2Department of Neurosurgery, Mashhad University of Medical Sciences, Mashhad, Iran
*Corresponding Author: Mohammad Farajirad, Professor of Neurosurgery Mashhad University of Medical Sciences, Mashhad, Iran.
Citation: Farajrad E, Keykhosravi E, Khamoshi M, Mohazzab-Torabi S and Farajirad M, (2024), Exploring the Connection Between the Gut Microflora and Brain Aneurysms: A Comprehensive Review, J Clinical Research Notes, 5(3); DOI:10.31579/2690-8816/134
Copyright: © 2024, Mohammad Farajirad. This is an open access article distributed under the Creative Commons Attribution License, which permits unrestricted use, distribution, and reproduction in any medium, provided the original work is properly cited.

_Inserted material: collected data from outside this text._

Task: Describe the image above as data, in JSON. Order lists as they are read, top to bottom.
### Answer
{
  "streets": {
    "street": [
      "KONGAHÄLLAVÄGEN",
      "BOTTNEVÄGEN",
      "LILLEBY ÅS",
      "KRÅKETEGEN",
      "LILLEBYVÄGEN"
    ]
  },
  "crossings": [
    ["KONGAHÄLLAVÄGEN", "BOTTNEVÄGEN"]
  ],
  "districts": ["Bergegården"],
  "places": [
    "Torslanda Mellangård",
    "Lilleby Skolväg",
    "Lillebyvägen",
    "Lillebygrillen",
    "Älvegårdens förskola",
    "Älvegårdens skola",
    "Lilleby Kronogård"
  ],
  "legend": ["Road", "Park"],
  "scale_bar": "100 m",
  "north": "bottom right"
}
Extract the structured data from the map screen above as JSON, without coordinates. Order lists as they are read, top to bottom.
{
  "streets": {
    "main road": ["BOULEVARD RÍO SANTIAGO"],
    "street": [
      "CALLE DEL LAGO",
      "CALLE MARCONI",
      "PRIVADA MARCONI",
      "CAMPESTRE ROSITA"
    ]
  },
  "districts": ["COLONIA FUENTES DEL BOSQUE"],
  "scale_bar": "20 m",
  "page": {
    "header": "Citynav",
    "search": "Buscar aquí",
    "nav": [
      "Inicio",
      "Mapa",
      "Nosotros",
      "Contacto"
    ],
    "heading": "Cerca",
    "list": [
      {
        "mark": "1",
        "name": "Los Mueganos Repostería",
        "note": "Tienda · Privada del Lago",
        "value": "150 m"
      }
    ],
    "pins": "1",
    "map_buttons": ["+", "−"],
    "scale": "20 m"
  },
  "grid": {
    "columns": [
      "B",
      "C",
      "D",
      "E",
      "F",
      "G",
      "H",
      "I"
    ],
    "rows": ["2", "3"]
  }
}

Received: 29 July 2024 | Accepted: 08 August 2024 | Published: 15 August 2024
Keywords: gut microbiome; intra-cranial aneurysm; dysbiosis; gut-brain axis
Objective: The gut microbiome has evolved as a considerable factor in cerebral aneurysm formation through a complex and multifaceted relationship. This would uncover potential insights into how dysbiosis and inflammation may contribute to the development of an aneurysm and subsequent rupture. This article aims to shed new light on our understanding of this intricate biological interplay.
Results:
A link between the gut microbiome and cerebral aneurysms was observed. The dysbiosis in the gut microbial community can cause inflammation and metabolic disorders, elevating the risk of ruptured aneurysms. Inflammation triggers cerebral aneurysm formation and rupture. There appears to be a significant difference in the microbial flora between patients with stable and unstable unruptured intracranial aneurysms.
Conclusion:
The maintenance of overall health depends on the gut microbiome, which also may contribute to developing cerebral aneurysms. Any changes in microbial metabolite production or dysbiosis can lead to inflammation and metabolic disorders that increase susceptibility to aneurysm formation and rupture. By conducting further studies exploring the link between gut microbes and this condition, new preventive as well as therapeutic measures could be developed.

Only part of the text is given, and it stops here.